Cohesin mutations in myeloid malignancies made simple

Abstract

Purpose of review: Recurrent loss of function mutations within genes of the cohesin complex have been identified in myelodysplastic syndrome (MDS) and acute myeloid leukemia (AML). STAG2 is the most commonly mutated cohesin member in AML as well as solid tumors. STAG2 is recurrently, mutated in Ewing's Sarcoma, bladder cancer, and glioblastoma, and is one of only ten genes known to be recurrently mutated in over four distinct tissue types of human cancer RECENT FINDINGS: The cohesin complex, a multiprotein ring, is canonically known to align and stabilize replicated chromosomes prior to cell division. Although initially thought to lead to unequal chromosomal separation in dividing cells, data in myeloid malignancies show this is not observed in cohesin mutant MDS/AML, either in large patient cohorts or mouse models. Mounting evidence supports a potential alternate mechanism whereby drivers of cell-type specific gene expression and hematopoietic development are impaired through alteration in three-dimensional nuclear organization and gene structure.

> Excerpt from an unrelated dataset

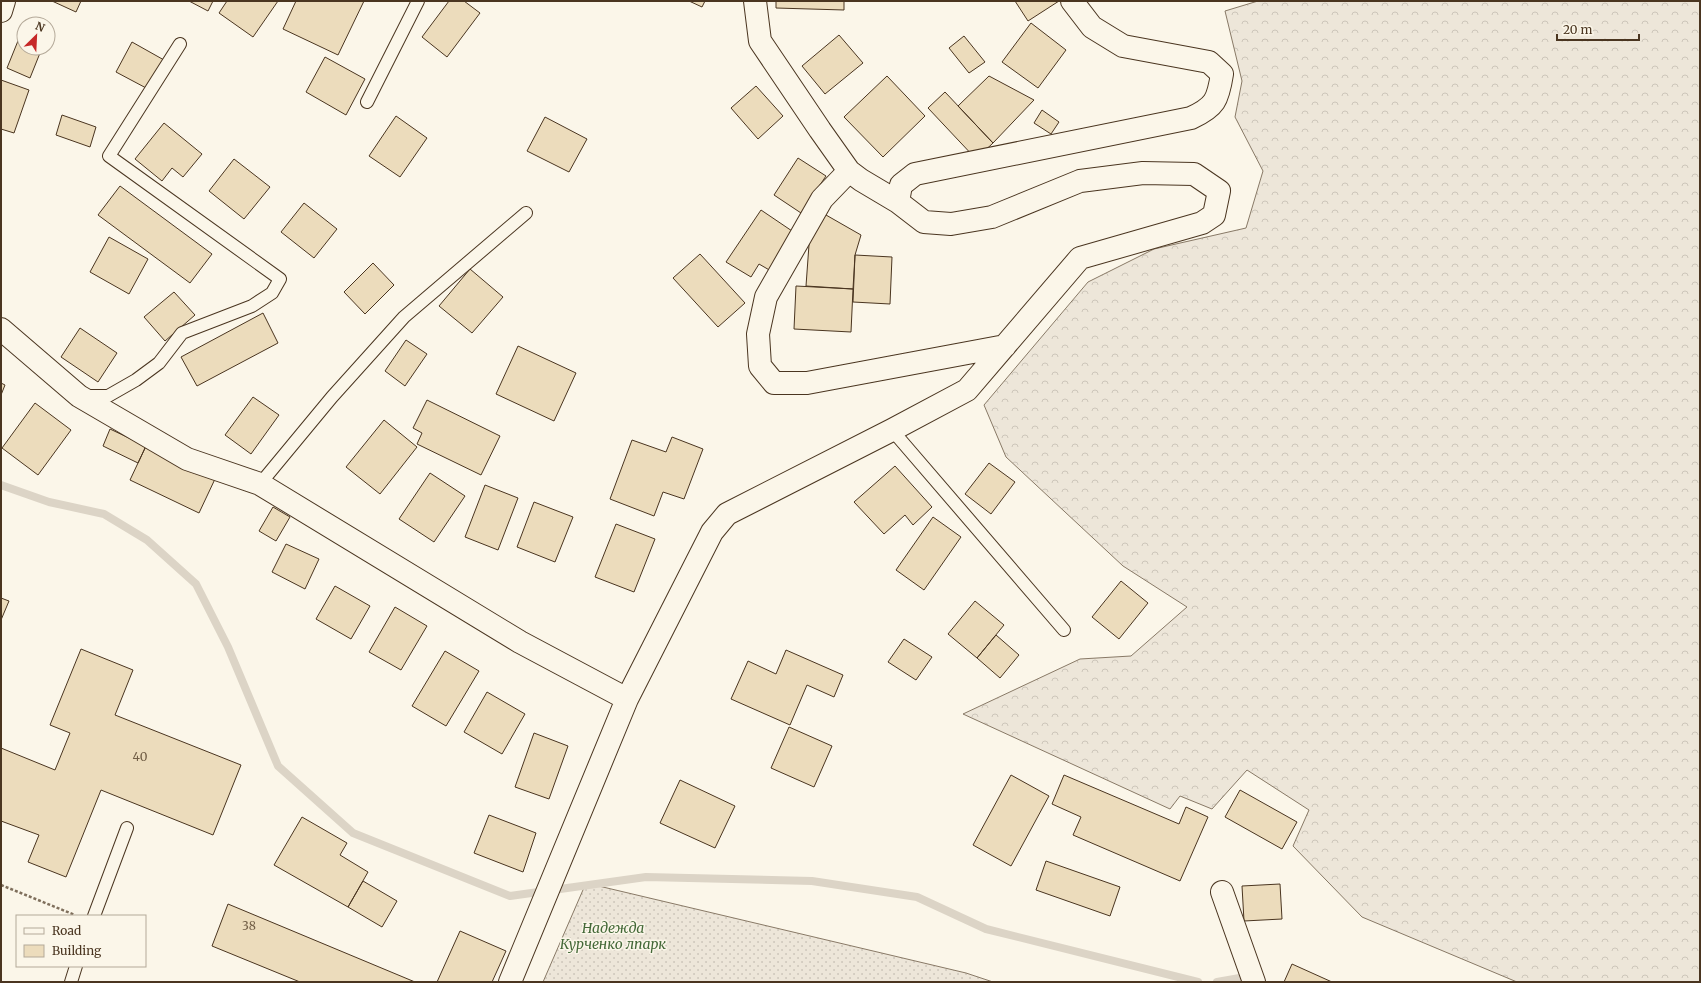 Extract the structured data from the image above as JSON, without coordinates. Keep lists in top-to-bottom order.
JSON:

Summary: Understanding the functional consequences of cohesin mutations in regulating lineage-specific and signal-dependent defects and in myeloid transformation will identify novel pathophysiologic mechanisms of disease and inform the development of novel therapeutic targets.

FIGURE 1.

Proposed mechanism for tumor-suppressor function of cohesin in cancer. Complex chromatin structure at stem-maintenance genes either have increased affinity for remaining cohesin or have redundant structural stability and maintain expression. Genes essential for lineage priming, differentiation, and environmental response are highly sensitive and expression is impaired. Abnormal HSC maturation likely contributes to a myelodysplasia phenotype and with cooperating mutations leading to an overall relaxed chromatin state, which can amplify the signal of an oncogene-addicted clone resulting in clonal expansion and transformation.